** PROBLEM TO SOLVE **
Whatever the records contain, reproduce all of them exactly.

DATA TO USE section start

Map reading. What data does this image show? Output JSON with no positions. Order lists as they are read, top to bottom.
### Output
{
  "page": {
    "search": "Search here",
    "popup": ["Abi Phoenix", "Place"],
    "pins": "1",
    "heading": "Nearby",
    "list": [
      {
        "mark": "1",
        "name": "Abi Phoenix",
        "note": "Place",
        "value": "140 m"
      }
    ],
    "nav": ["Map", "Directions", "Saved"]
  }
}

DATA TO USE section end

** YOUR RESPONSE **
Map reading. What data does this image show? Output JSON with no positions. Order lists as they are read, top to bottom.
### Output
{
  "page": {
    "search": "Search here",
    "popup": ["Abi Phoenix", "Place"],
    "pins": "1",
    "heading": "Nearby",
    "list": [
      {
        "mark": "1",
        "name": "Abi Phoenix",
        "note": "Place",
        "value": "140 m"
      }
    ],
    "nav": ["Map", "Directions", "Saved"]
  }
}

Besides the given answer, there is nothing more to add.